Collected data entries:
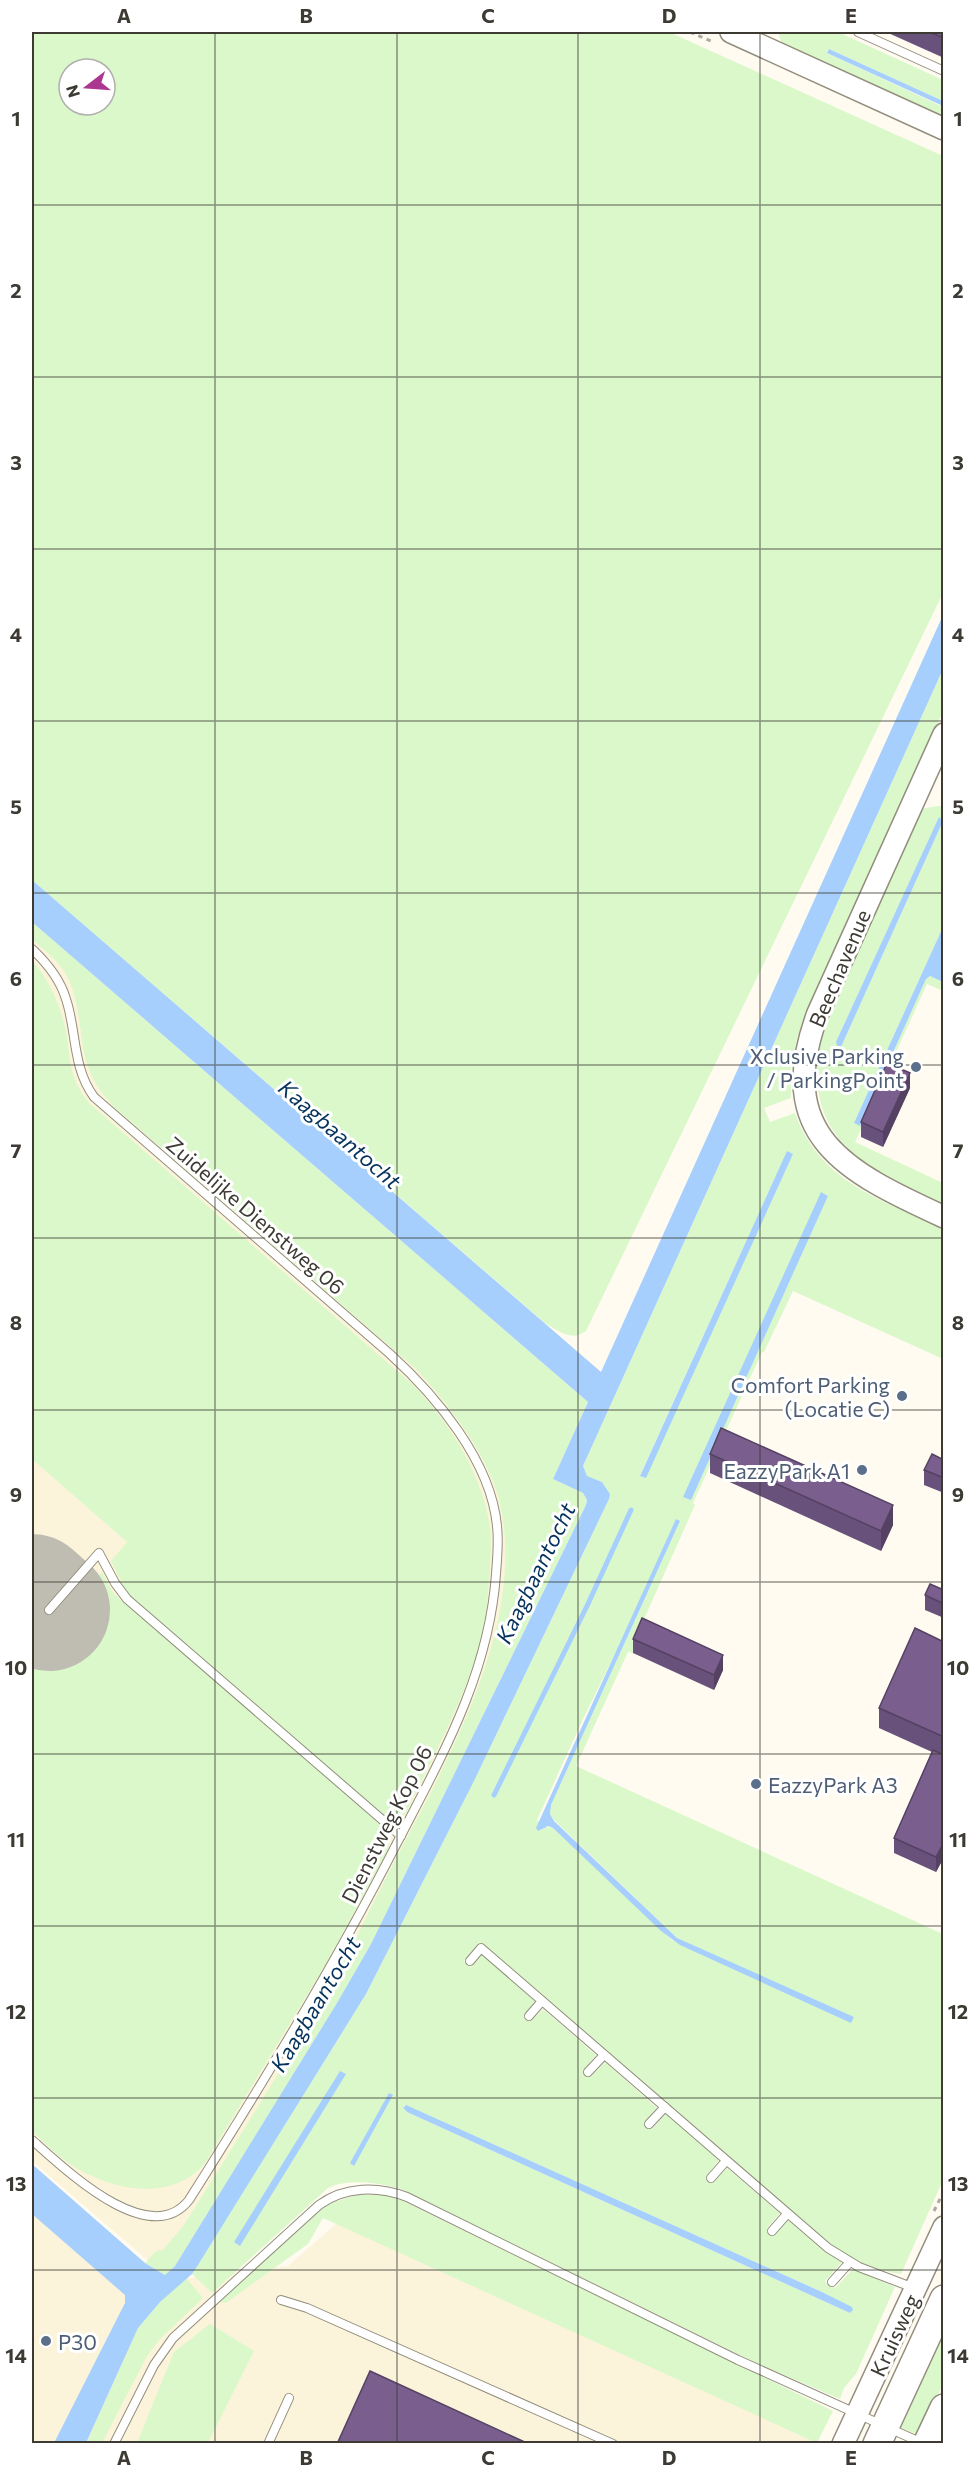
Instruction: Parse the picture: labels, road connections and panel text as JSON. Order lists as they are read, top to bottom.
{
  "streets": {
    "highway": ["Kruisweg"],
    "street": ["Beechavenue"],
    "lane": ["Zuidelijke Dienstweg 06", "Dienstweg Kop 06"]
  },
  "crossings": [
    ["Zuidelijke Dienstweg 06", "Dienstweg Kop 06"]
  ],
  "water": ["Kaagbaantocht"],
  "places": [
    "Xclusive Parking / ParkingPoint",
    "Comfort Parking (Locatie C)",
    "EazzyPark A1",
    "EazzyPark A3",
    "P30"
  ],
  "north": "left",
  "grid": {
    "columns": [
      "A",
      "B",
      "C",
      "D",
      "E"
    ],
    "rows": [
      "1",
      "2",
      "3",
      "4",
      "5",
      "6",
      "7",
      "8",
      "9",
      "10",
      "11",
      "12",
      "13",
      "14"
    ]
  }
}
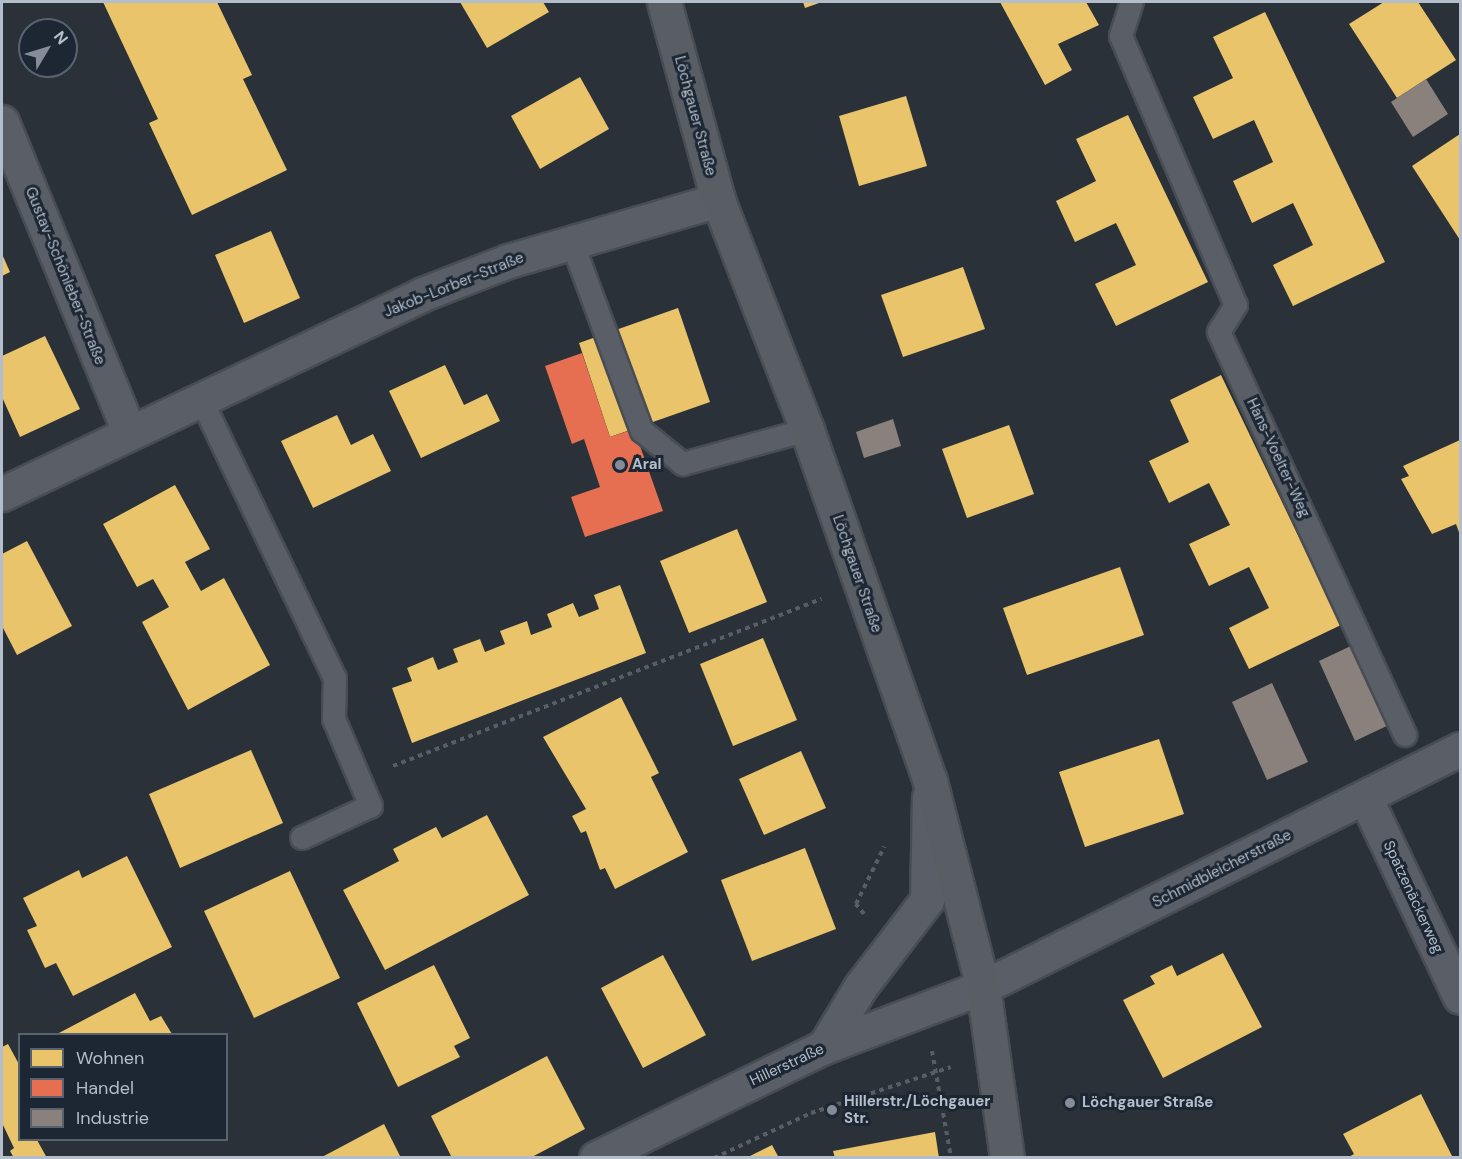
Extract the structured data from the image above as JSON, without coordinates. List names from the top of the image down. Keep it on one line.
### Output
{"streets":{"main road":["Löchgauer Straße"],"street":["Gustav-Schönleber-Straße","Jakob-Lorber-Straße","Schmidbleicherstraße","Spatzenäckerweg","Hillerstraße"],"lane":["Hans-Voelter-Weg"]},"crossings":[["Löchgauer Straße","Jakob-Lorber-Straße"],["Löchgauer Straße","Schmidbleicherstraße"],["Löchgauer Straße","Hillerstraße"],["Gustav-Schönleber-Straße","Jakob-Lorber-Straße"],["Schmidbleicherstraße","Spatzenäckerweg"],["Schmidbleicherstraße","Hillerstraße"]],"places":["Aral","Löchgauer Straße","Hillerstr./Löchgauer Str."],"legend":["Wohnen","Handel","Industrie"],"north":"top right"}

__What is needed__: Each record above needs to be retyped exactly, without any pictures.

__Written reply__:
Instruction: Parse the picture: labels, road connections and panel text as JSON. Order lists as they are read, top to bottom.
{
  "streets": {
    "highway": ["Kruisweg"],
    "street": ["Beechavenue"],
    "lane": ["Zuidelijke Dienstweg 06", "Dienstweg Kop 06"]
  },
  "crossings": [
    ["Zuidelijke Dienstweg 06", "Dienstweg Kop 06"]
  ],
  "water": ["Kaagbaantocht"],
  "places": [
    "Xclusive Parking / ParkingPoint",
    "Comfort Parking (Locatie C)",
    "EazzyPark A1",
    "EazzyPark A3",
    "P30"
  ],
  "north": "left",
  "grid": {
    "columns": [
      "A",
      "B",
      "C",
      "D",
      "E"
    ],
    "rows": [
      "1",
      "2",
      "3",
      "4",
      "5",
      "6",
      "7",
      "8",
      "9",
      "10",
      "11",
      "12",
      "13",
      "14"
    ]
  }
}
Extract the structured data from the image above as JSON, without coordinates. List names from the top of the image down. Keep it on one line.
### Output
{"streets":{"main road":["Löchgauer Straße"],"street":["Gustav-Schönleber-Straße","Jakob-Lorber-Straße","Schmidbleicherstraße","Spatzenäckerweg","Hillerstraße"],"lane":["Hans-Voelter-Weg"]},"crossings":[["Löchgauer Straße","Jakob-Lorber-Straße"],["Löchgauer Straße","Schmidbleicherstraße"],["Löchgauer Straße","Hillerstraße"],["Gustav-Schönleber-Straße","Jakob-Lorber-Straße"],["Schmidbleicherstraße","Spatzenäckerweg"],["Schmidbleicherstraße","Hillerstraße"]],"places":["Aral","Löchgauer Straße","Hillerstr./Löchgauer Str."],"legend":["Wohnen","Handel","Industrie"],"north":"top right"}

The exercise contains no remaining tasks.